Листовку отпечатал в типографии Пятибратов, и друзья Антонова расклеили ее в городе. Особенно отличился среди них Алексей – сын машиниста; смелый, смекалистый парень, он бесстрашно развешивал листовки в депо и в мастерских, на заборах у Волжского сталелитейного и на мельницах.
Вскоре на каникулы приехал Антонов. Он рассказал о работе московских большевиков, и снова была написана прокламация, теперь Барамзиным и Пятибратовым. Ее в ту же ночь размножили и распространили по городу. В ней говорилось:
«Городской рабочий класс берет в свои руки дело всего русского народа – дело политического освобождения страны».
«Близится час революции, – были подчеркнуты слова, – и все, что есть в современной России живого, мыслящего, рвущегося к политической свободе, – все должно поддержать поднявшееся движение».
Саратовский комитет РСДРП обращался ко всем гражданам города и призывал их вооружаться.
«Вооружайтесь, чем можете!» В этих словах было что-то неизбежно грозное. Как надвигающуюся в горах лавину, остановить движение было уже нельзя.
«Вооружайтесь!»
В Парусиновой роще состоялся многолюдный митинг, организованный городским партийным комитетом, а после митинга пятитысячная демонстрация рабочих направилась в город, прошла по центральным улицам.
Демонстранты провозглашали:
– Долой царское самодержавие!
– Да здравствует вооруженное восстание!
На Большой Сергиевской улице путь людскому потоку преградил казачий отряд. Возбужденные рабочие не дрогнули. Пристава, возглавлявшего отряд, они выбросили из седла и обезоружили. Казаки бежали.
Только подоспевшим на выручку солдатам удалось разогнать восставших.
А грозная лавина все нарастала. Рабочие почувствовали свою силу, их уже аресты не пугали.
Мишенев писал в газету «Пролетарий»:
«Здесь царит теперь всеобщая забастовка. Трамвай прекратил движение. Почти все лавки закрыты. Настроение возбужденное».

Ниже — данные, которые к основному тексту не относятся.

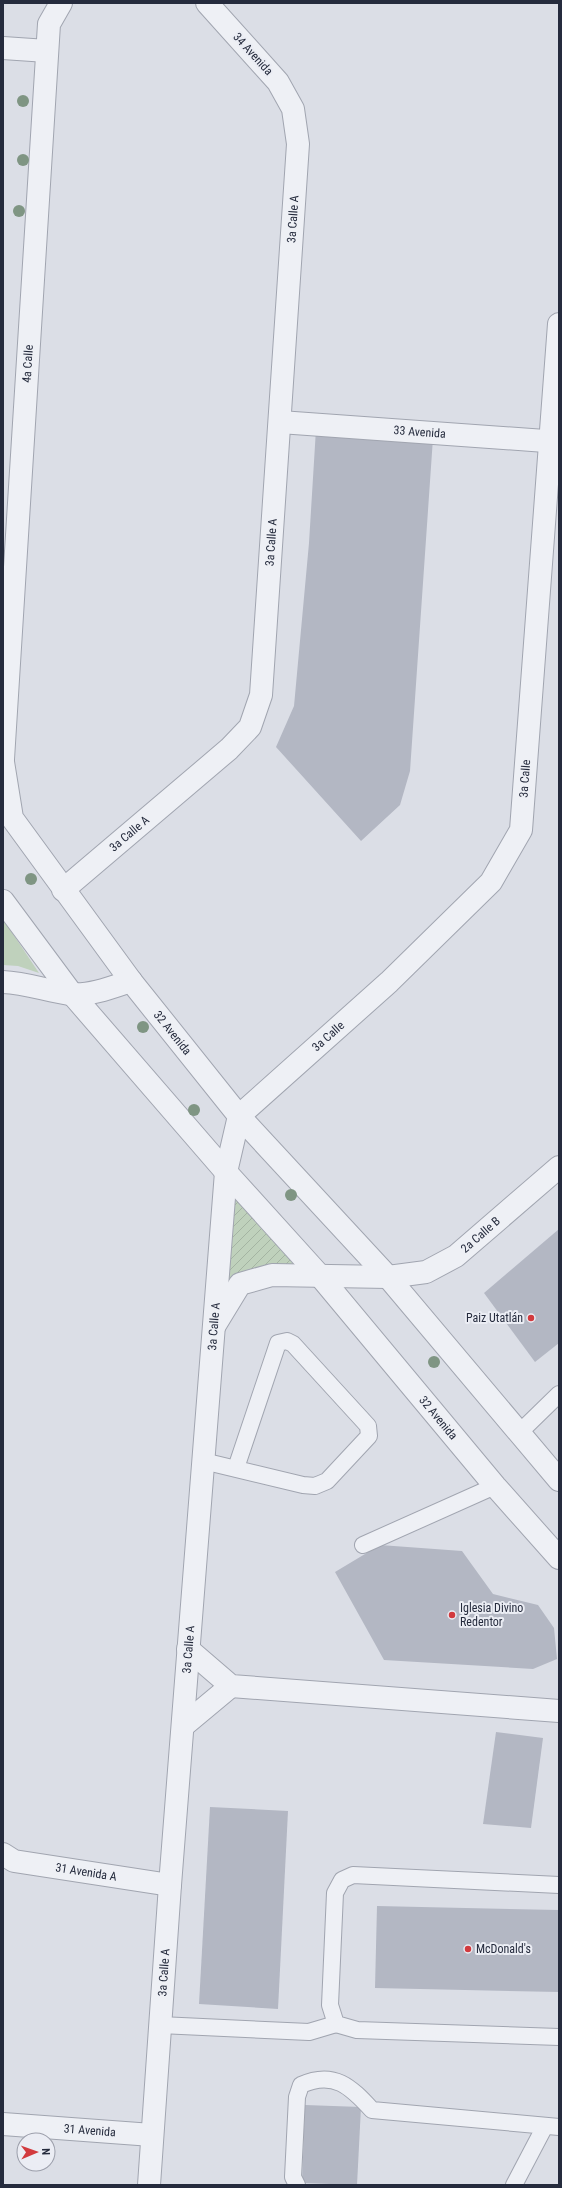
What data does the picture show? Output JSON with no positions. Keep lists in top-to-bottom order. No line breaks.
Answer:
{"streets":{"street":["34 Avenida","3a Calle A","4a Calle","33 Avenida","3a Calle","32 Avenida","2a Calle B","31 Avenida A","31 Avenida"]},"crossings":[["34 Avenida","3a Calle A"],["3a Calle A","33 Avenida"],["3a Calle A","3a Calle"],["3a Calle A","32 Avenida"],["3a Calle A","31 Avenida A"],["3a Calle A","31 Avenida"],["33 Avenida","3a Calle"],["3a Calle","32 Avenida"],["32 Avenida","2a Calle B"]],"places":["Paiz Utatlán","Iglesia Divino Redentor","McDonald's"],"north":"right"}
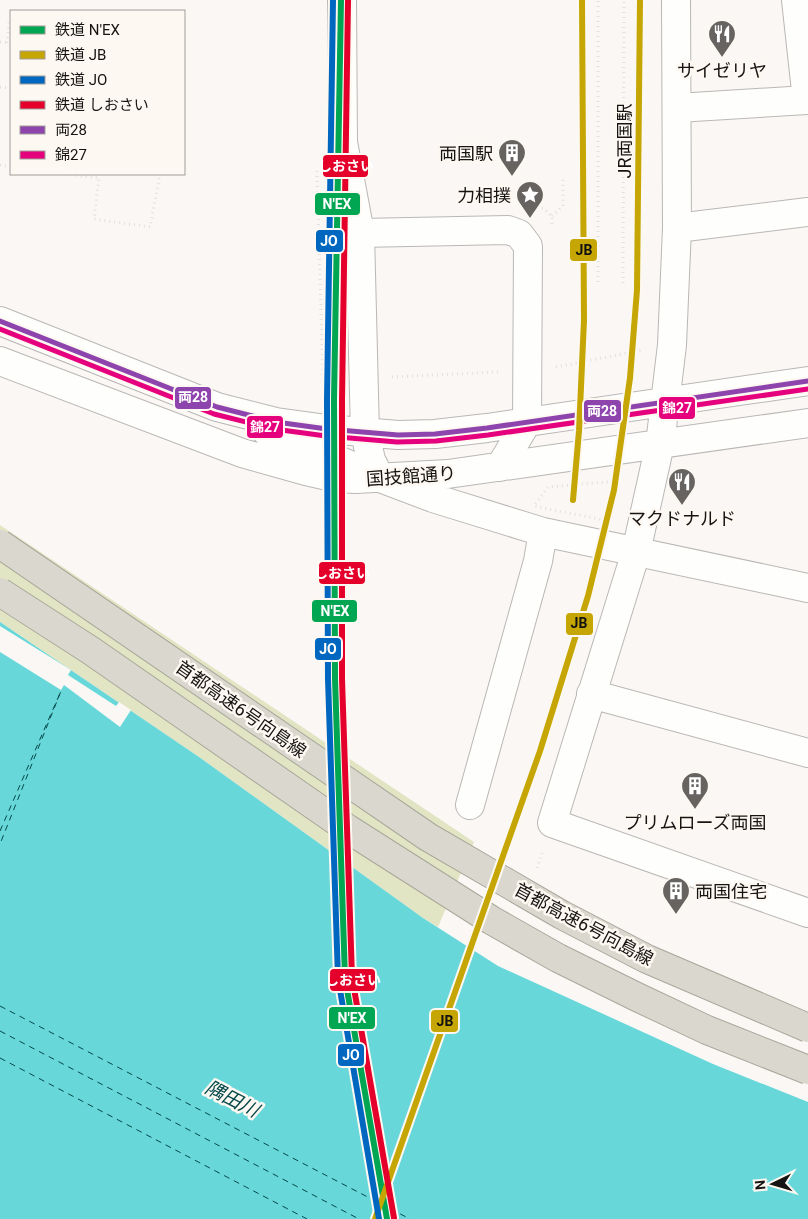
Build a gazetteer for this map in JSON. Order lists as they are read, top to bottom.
{
  "streets": {
    "highway": ["首都高速6号向島線"],
    "street": ["国技館通り"],
    "path": ["JR両国駅"]
  },
  "water": ["隅田川"],
  "places": {
    "restaurant": ["サイゼリヤ", "マクドナルド"],
    "building": ["両国駅", "プリムローズ両国", "両国住宅"],
    "place": ["力相撲"]
  },
  "lines": [
    "rail line N'EX",
    "rail line JB",
    "rail line JO",
    "rail line しおさい",
    "transit line 両28",
    "transit line 錦27"
  ],
  "legend": [
    "鉄道 N'EX",
    "鉄道 JB",
    "鉄道 JO",
    "鉄道 しおさい",
    "両28",
    "錦27"
  ],
  "north": "left"
}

Это было 17 октября, в канун появления царского манифеста о «свободе». В Саратове о «царской милости» стало известно на второй день. Телеграфное сообщение всколыхнуло горожан. Народ ликовал. Победила революция, хотя у революции еще не хватало сил окончательно свалить самодержавие. Воодушевленные рабочие вломились в тюремные ворота и освободили политических заключенных.
…Солнечное утро. Улицы, не охраняемые казаками и полицейскими, притихли. Люди словно ждут чего-то большого и важного, что должно вот-вот развернуться здесь, в этот ясный день, ослепляющий прозрачными красками осени.
Наступает долгожданный час. По Немецкой улице стройно и могуче шагают рабочие-железнодорожники. Обгоняя их, катится и нарастает дружная песня.
Отре-ечемся-я о-от ста-арого-о ми-ра-а…
На суровых лицах решимость. За спинами – винтовки, за поясами – револьверы. Впереди шагающий Алексей с красным флагом, а рядом – Яков Степанович. Пальто нараспашку, галстук поверх пиджака. Лицо Пятибратова светится радостью. Он подхватывает песню и решительно бросает слова:
Отря-яхне-ем его пра-ах с наших ног!
Навстречу железнодорожникам с Никольской вливаются пестрым потоком приказчики и тоже с красным полотнищем в руках. При встрече как приветствие друг другу пронеслось:
– Ура-а!
Гудит и Московская улица – от вокзала до Волги. И, как ручьи в устье, – люди толпами стекались к городской думе. Там, на балконе, – члены партийного комитета. Над людской лавиной, словно костры, полыхали флаги. На душе – долгожданный праздник.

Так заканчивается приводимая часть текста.